Chapitre 49 - Avoir confiance

Thilste resta silencieux pendant de longues secondes. Karis eut de la peine devant l'expression angoissée de Milanne. Elle se plaça à côté d'elle pour lui serrer brièvement la main. Mais sa sœur ne faisait que fixer son ami en se mordant la lèvre.

— Qu'est-ce qui m'a trahi ? finit-il par articuler d'une voix faible, presque triste.

— Ça, je suis curieux de le savoir, ajouta Érenn. Même moi, je ne vois pas.

Il fallait dire que même si son teint n'était pas aussi mat que celui de Milanne, Thilste avait l'air de n'avoir que du sang dalrenien dans les veines. Du moins, à première vue.

— Tes yeux, répondit l'Ashkani. Ils ont une tache bleue. Une couleur pas très dalrenienne, si je peux me permettre.

— Forcément, suis-je bête, ce sont toujours les yeux qui nous trahissent, ronchonna Érenn. Sauf toi Karis, tu as de la chance avec tes mirettes à l'apparence purement askanienne. Je parie que dans le reste de la ville, personne ne devine que tu as un parent abandonné. Non pas que ce soit une tare, mettons-nous d'accord dessus. Mais c'est un peu agaçant qu'à chaque fois que je sors du ghetto, entame une sympathique conversation avec des gens, ils prennent leurs jambes à leur cou quand ils remarquent la subtile – mais très élégante, si je peux me permettre – lueur dorée dans mon regard.

— On ne parle pas de toi là ! éclata Milanne.

Les deux garçons sursautèrent face à son ton autoritaire. Karis en aurait bien ri, si elle n'avait pas l'air réellement blessée.

— Il faut qu'on parle.

Elle attrapa le bras de Thilste et sortit en trombes de la salle. Érenn se gratta la nuque. Karis se tendit tout d'un coup. Tenait-elle le moment pour récupérer son médaillon ? Elle pourrait utiliser ses pouvoirs pour immobiliser le sang-mêlé puis l'assommer. Mais quel risque qu'on le retrouve avant qu'elle n'ait pu s'enfuir avec Milanne ?

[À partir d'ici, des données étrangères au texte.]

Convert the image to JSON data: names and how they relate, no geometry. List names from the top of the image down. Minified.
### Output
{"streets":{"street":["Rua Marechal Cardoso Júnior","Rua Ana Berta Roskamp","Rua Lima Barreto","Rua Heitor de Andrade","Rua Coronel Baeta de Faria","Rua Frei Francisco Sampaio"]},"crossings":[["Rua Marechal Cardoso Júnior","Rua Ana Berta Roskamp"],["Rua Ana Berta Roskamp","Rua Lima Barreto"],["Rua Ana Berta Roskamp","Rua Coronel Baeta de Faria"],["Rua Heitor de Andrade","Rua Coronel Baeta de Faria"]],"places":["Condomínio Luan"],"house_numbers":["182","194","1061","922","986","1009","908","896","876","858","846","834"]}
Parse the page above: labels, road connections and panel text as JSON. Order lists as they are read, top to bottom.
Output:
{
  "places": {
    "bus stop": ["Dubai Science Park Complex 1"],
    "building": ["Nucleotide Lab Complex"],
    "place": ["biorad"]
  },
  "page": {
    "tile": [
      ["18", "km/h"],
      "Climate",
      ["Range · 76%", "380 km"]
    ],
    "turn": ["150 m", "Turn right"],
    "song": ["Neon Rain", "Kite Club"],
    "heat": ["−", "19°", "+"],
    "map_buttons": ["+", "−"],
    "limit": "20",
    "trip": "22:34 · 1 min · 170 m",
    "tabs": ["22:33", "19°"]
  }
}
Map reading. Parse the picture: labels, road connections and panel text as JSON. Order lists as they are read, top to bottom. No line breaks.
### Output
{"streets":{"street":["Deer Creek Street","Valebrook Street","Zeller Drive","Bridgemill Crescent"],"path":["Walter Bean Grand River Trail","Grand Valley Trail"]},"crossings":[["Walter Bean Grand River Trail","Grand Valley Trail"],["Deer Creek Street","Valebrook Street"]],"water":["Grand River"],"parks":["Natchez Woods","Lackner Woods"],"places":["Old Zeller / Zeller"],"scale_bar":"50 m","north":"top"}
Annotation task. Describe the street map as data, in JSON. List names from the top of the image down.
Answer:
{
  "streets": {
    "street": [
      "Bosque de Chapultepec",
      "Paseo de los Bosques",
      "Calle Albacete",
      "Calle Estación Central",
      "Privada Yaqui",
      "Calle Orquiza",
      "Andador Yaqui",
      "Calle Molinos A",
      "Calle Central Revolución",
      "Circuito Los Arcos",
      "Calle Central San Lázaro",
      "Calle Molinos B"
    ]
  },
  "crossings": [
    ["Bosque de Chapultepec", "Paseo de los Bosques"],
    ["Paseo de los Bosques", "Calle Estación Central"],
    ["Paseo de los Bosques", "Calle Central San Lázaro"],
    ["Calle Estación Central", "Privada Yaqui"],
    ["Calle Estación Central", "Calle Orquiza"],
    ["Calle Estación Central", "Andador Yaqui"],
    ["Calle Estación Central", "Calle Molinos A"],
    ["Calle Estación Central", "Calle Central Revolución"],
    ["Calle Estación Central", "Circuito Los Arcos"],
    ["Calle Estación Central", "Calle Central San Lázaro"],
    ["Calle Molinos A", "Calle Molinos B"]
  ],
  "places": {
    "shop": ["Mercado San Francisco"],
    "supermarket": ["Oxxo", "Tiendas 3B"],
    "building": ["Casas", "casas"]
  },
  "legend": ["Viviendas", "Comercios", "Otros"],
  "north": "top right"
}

— Je ferais mieux de les suivre, soupira Érenn. Histoire qu'ils ne s'étripent pas. Et toi, tu devrais aller à l'infirmerie. Tu as un bleu sur la joue.

Étonnée, Karis porta sa main à la joue, pour en effet découvrir une dureté là où Thilste lui avait asséné un coup de bâton. Elle retint un rire : il avait fini par frapper assez fort.

— Très bonne idée.

Érenn lui indiqua sommairement le chemin à suivre avant de sortir à la recherche de Milanne et Thilste. Elle ramassa son voile puis attendit un peu avant de quitter la pièce redevenue silencieuse. Elle croisa quelques fidèles dans les couloirs, Askaniens comme Dalreniens, dont une jeune fille à qui elle redemanda son chemin.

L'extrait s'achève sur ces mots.